▶ _Work item_:
Every line from the start of the listing below through the line that contains "Quick job: Summarize" is to be reproduced word for word.

▶ _Task inputs_:

● ● ●

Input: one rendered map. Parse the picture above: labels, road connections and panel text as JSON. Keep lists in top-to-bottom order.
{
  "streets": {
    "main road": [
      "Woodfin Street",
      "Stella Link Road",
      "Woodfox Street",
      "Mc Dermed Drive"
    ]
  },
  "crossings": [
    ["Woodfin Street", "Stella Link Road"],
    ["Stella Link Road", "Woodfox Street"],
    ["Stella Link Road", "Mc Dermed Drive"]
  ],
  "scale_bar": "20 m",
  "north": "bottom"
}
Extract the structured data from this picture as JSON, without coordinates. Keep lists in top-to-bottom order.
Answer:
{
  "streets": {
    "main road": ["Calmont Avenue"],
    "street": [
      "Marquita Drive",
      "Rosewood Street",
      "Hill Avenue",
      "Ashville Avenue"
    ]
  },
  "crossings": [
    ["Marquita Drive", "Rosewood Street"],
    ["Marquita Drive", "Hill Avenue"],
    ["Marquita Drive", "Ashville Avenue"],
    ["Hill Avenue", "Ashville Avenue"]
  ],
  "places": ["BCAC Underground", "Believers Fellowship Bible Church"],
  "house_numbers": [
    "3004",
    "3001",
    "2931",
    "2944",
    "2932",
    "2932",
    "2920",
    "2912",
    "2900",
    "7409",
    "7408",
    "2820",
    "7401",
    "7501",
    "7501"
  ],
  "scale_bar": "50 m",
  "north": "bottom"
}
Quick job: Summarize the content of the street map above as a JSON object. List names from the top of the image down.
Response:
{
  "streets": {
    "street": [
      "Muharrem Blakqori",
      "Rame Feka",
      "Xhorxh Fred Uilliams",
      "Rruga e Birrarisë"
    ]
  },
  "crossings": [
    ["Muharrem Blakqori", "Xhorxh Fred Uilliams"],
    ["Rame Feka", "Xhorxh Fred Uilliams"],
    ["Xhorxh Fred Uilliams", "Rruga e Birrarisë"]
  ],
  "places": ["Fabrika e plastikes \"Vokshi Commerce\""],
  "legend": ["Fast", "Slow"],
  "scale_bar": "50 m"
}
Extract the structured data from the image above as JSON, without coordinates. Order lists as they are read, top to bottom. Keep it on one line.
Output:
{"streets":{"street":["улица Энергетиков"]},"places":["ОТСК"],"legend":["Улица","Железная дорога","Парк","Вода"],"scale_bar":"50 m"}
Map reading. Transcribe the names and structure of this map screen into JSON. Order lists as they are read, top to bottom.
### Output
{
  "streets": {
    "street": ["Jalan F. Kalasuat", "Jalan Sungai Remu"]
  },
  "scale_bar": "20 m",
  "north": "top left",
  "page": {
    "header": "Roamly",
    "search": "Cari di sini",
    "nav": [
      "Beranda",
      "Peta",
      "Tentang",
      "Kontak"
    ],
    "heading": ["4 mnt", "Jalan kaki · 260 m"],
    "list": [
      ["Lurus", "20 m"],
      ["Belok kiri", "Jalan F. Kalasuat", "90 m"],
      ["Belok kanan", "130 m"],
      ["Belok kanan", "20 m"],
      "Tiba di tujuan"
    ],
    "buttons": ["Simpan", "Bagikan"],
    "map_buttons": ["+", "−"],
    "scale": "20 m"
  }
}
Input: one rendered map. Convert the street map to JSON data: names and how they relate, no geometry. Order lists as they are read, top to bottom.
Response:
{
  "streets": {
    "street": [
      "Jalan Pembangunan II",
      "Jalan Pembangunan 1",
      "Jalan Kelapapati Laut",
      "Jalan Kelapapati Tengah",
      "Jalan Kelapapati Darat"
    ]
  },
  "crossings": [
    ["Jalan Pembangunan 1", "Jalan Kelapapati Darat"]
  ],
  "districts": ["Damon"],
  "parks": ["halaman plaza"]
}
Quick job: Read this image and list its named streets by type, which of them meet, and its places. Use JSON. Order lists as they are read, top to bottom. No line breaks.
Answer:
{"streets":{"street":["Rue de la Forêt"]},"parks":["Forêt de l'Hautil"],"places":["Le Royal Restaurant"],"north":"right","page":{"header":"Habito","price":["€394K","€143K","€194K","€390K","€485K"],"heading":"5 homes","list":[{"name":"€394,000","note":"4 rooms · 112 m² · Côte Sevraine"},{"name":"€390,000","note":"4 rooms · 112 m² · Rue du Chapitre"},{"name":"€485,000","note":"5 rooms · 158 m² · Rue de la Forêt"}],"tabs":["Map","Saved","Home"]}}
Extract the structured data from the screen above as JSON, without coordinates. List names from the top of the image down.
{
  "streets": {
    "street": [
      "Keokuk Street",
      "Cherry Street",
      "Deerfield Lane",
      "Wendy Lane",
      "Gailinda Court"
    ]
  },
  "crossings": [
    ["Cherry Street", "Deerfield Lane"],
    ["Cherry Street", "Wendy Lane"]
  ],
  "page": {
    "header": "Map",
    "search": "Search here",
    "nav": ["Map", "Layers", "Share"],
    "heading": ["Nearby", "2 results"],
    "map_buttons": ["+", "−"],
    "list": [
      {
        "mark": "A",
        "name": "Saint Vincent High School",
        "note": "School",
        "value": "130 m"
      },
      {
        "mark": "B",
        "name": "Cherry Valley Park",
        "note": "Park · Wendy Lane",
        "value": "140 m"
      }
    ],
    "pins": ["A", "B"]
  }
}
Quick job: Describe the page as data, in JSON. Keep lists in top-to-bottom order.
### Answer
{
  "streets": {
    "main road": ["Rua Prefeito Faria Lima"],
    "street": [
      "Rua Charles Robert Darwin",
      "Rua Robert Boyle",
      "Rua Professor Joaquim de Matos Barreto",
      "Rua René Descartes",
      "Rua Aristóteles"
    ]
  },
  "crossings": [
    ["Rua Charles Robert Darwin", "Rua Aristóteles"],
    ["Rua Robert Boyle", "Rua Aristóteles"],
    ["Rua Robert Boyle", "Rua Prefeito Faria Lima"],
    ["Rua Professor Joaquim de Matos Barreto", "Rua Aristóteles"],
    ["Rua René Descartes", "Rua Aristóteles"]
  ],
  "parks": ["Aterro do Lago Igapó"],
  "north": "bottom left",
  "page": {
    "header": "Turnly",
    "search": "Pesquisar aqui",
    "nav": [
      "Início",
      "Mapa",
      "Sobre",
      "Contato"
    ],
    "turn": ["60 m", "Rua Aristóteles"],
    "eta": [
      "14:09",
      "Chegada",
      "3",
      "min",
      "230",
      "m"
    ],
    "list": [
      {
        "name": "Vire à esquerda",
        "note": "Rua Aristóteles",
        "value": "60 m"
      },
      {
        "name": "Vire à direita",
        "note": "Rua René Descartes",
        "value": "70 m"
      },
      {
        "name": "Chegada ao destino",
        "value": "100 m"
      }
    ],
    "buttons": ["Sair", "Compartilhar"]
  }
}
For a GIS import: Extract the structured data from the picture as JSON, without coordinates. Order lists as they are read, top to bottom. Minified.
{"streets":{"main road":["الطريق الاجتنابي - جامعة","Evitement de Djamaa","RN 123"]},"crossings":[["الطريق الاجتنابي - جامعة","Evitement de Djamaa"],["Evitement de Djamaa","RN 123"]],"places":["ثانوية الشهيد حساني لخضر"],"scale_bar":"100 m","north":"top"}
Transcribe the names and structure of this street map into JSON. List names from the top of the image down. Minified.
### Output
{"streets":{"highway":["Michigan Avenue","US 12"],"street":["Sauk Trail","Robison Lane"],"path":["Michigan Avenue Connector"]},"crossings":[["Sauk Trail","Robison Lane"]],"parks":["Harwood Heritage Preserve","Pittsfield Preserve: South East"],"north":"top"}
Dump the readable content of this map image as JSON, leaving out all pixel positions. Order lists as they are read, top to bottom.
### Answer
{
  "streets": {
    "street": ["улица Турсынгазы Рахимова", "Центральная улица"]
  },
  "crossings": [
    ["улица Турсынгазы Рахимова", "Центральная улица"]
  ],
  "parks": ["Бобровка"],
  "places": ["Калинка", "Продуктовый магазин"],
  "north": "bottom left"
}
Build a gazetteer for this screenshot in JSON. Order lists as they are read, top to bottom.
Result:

● ● ●

▶ _Output below_:
Input: one rendered map. Parse the picture above: labels, road connections and panel text as JSON. Keep lists in top-to-bottom order.
{
  "streets": {
    "main road": [
      "Woodfin Street",
      "Stella Link Road",
      "Woodfox Street",
      "Mc Dermed Drive"
    ]
  },
  "crossings": [
    ["Woodfin Street", "Stella Link Road"],
    ["Stella Link Road", "Woodfox Street"],
    ["Stella Link Road", "Mc Dermed Drive"]
  ],
  "scale_bar": "20 m",
  "north": "bottom"
}
Extract the structured data from this picture as JSON, without coordinates. Keep lists in top-to-bottom order.
Answer:
{
  "streets": {
    "main road": ["Calmont Avenue"],
    "street": [
      "Marquita Drive",
      "Rosewood Street",
      "Hill Avenue",
      "Ashville Avenue"
    ]
  },
  "crossings": [
    ["Marquita Drive", "Rosewood Street"],
    ["Marquita Drive", "Hill Avenue"],
    ["Marquita Drive", "Ashville Avenue"],
    ["Hill Avenue", "Ashville Avenue"]
  ],
  "places": ["BCAC Underground", "Believers Fellowship Bible Church"],
  "house_numbers": [
    "3004",
    "3001",
    "2931",
    "2944",
    "2932",
    "2932",
    "2920",
    "2912",
    "2900",
    "7409",
    "7408",
    "2820",
    "7401",
    "7501",
    "7501"
  ],
  "scale_bar": "50 m",
  "north": "bottom"
}
Quick job: Summarize the content of the street map above as a JSON object. List names from the top of the image down.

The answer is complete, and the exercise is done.